Generasi Muda Menghadapi Ancaman Terbesar dari Krisis Iklim
BERITA TERBARU INDONESIA, BRUSSELS — Anak-anak yang lahir setelah tahun 2020 diharapkan akan menghadapi gelombang panas ekstrem dalam skala yang belum pernah dialami oleh generasi sebelumnya. Penelitian terkini menekankan bahwa beban perubahan iklim akan paling berat ditanggung oleh generasi muda saat ini.
Dipublikasikan dalam jurnal Nature pada 7 Mei, studi tersebut menunjukkan bahwa dampak perubahan iklim selama 75 tahun mendatang sangat bergantung pada skenario pemanasan global yang terjadi. Jika skenario terburuk menjadi kenyataan, maka 92 persen dari anak-anak yang kini berusia lima tahun akan merasakan paparan panas ekstrem sepanjang hidup mereka.
Sebagai perbandingan, hanya sekitar 16 persen dari mereka yang lahir pada tahun 1960 yang menghadapi risiko serupa dalam skenario apa pun.
Temuan ini menyoroti ketimpangan generasi dalam menghadapi krisis iklim. “Banyak orang seusia saya memiliki anak kecil, dan bagi mereka proyeksi ini sangat mengkhawatirkan,” kata Wim Thiery, ilmuwan iklim dari Vrije Universiteit Brussels yang juga salah satu penulis studi tersebut, dikutip pada 11 Mei 2025.
Walaupun gagasan bahwa generasi muda menghadapi beban terberat krisis iklim bukanlah hal baru, studi ini merupakan salah satu yang pertama mengukur seberapa besar beban tersebut dan siapa yang paling terdampak. Peneliti mendefinisikan paparan cuaca ekstrem yang ‘belum pernah terjadi sebelumnya’ sebagai ambang batas yang secara statistik hanya memiliki peluang 1 banding 10.000 terjadi di dunia tanpa perubahan iklim.
Dengan menggunakan model iklim canggih, Thiery dan timnya menghitung ambang batas ini berdasarkan wilayah serta jenis cuaca ekstrem, seperti gelombang panas, banjir, dan kebakaran hutan.
Di Brussels, misalnya, ambang batas tersebut setara dengan mengalami enam gelombang panas ekstrem sepanjang hidup, sebuah peristiwa yang dalam kondisi iklim normal hanya terjadi sekali dalam seabad.
Dengan menggabungkan data demografi global, para peneliti menghitung proporsi populasi yang akan melewati ambang batas ini berdasarkan tahun kelahiran dan skenario iklim.

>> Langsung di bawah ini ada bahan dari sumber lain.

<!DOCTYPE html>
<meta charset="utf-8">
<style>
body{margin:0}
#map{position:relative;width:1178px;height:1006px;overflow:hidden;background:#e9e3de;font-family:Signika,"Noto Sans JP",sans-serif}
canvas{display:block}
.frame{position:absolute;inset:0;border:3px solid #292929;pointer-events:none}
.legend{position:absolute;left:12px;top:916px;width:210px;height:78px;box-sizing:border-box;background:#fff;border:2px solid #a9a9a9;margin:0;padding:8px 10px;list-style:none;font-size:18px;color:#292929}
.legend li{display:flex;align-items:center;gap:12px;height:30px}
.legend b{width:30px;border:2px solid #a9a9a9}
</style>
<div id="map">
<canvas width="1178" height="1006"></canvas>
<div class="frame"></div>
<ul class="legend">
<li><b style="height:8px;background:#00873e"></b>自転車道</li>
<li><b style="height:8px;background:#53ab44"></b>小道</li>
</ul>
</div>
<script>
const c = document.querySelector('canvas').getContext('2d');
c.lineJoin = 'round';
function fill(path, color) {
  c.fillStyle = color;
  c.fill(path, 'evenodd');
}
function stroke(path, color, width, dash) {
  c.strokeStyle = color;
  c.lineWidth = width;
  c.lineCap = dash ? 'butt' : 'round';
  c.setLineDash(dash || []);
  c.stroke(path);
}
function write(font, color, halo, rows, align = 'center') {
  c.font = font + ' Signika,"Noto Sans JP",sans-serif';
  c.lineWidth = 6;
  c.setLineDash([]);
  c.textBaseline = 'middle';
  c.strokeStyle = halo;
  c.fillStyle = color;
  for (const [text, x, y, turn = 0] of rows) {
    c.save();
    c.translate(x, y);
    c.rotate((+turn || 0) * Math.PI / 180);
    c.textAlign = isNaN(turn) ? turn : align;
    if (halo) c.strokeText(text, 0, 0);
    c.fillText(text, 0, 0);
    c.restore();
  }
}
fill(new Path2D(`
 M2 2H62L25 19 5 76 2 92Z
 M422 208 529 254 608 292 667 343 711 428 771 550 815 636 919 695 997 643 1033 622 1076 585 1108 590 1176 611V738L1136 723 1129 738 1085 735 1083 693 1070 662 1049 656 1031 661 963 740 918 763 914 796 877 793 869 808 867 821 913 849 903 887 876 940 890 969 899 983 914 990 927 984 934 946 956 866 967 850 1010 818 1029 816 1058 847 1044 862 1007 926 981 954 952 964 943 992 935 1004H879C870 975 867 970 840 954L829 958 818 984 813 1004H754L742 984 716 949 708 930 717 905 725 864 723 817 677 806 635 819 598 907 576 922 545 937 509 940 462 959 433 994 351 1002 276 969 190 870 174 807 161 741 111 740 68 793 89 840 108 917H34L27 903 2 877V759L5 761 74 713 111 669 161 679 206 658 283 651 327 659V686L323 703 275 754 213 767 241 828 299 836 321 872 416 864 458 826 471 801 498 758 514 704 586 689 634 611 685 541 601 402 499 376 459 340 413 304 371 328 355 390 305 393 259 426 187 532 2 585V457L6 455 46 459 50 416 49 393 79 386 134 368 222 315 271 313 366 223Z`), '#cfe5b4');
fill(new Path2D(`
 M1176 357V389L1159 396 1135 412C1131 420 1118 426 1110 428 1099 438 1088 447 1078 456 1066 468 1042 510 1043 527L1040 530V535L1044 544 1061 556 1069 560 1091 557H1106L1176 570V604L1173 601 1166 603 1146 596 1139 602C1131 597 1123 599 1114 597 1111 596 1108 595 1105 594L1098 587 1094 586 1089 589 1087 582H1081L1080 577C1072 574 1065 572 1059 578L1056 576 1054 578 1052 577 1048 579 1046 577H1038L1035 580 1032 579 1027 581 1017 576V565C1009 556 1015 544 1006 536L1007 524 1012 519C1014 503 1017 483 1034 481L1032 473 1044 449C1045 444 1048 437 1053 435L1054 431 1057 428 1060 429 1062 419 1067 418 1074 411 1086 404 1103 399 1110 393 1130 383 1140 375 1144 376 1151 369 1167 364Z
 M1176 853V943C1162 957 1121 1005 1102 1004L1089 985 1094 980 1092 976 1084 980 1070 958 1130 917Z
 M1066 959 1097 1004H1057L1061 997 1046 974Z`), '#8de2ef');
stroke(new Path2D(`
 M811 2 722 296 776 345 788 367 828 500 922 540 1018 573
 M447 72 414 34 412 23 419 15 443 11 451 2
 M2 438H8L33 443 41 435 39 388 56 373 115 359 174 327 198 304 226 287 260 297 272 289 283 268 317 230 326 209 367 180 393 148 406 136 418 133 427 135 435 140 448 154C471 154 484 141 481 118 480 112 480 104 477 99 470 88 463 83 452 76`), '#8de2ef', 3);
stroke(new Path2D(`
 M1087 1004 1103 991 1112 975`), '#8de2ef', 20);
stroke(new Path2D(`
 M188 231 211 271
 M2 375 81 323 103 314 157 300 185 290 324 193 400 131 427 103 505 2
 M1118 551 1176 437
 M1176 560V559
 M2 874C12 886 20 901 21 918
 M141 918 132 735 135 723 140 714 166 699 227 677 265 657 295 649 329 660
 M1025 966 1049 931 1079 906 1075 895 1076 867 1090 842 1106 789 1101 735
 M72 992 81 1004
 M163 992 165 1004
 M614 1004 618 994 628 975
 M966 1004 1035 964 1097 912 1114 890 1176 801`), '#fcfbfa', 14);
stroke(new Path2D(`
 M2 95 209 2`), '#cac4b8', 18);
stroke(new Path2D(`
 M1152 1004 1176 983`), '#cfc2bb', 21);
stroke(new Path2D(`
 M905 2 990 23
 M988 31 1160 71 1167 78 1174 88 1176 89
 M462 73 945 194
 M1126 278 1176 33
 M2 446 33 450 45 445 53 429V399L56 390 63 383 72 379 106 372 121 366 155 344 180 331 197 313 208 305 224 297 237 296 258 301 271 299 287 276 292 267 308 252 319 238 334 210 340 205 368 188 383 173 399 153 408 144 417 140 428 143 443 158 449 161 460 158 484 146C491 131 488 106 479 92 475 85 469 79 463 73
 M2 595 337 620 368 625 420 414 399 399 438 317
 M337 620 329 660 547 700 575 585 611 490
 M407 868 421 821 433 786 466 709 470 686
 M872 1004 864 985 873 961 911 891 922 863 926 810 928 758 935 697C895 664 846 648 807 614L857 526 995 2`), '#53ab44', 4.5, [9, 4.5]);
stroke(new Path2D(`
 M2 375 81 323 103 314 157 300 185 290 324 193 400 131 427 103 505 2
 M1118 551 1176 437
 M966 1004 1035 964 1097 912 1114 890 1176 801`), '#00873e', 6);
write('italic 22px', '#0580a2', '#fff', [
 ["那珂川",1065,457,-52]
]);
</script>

Dari 81 juta orang yang lahir pada 1960, hanya 13 juta (16 persen) yang diperkirakan akan menghadapi tingkat paparan panas ekstrem tersebut. Namun, dari 120 juta anak yang lahir pada 2020, sekitar 58 juta (50 persen) akan mengalami paparan serupa bahkan dalam skenario optimis, yaitu kenaikan suhu global sebesar 1,5 derajat Celsius pada tahun 2100.
Dalam skenario pemanasan 3,5 derajat Celsius, 92 persen anak-anak yang kini berusia lima tahun—sekitar 111 juta jiwa—akan terdampak sepanjang hidup mereka. Beban ini juga tidak merata karena anak-anak dari kelompok miskin paling rentan terhadap paparan cuaca ekstrem.
“Selain ketimpangan antar generasi, ada juga ketimpangan antar kelompok masyarakat dalam menghadapi dampak perubahan iklim,” tegas Thiery. Ia menilai bahwa hasil penelitian ini lebih konkret dibandingkan studi sebelumnya karena menyoroti dampak langsung terhadap kehidupan anak-anak.
Psikoterapis dari University of Bath, Caroline Hickman, yang meneliti kecemasan anak muda terhadap krisis iklim, menyatakan bahwa generasi tua cenderung meremehkan risiko karena tidak menghadapi ancaman serupa. Dia berharap studi ini dapat mengubah sikap tersebut.
“Orang dewasa memiliki tanggung jawab moral untuk melindungi anak-anak. Mengabaikan perubahan iklim berarti gagal menjalankan kewajiban itu,” ujarnya.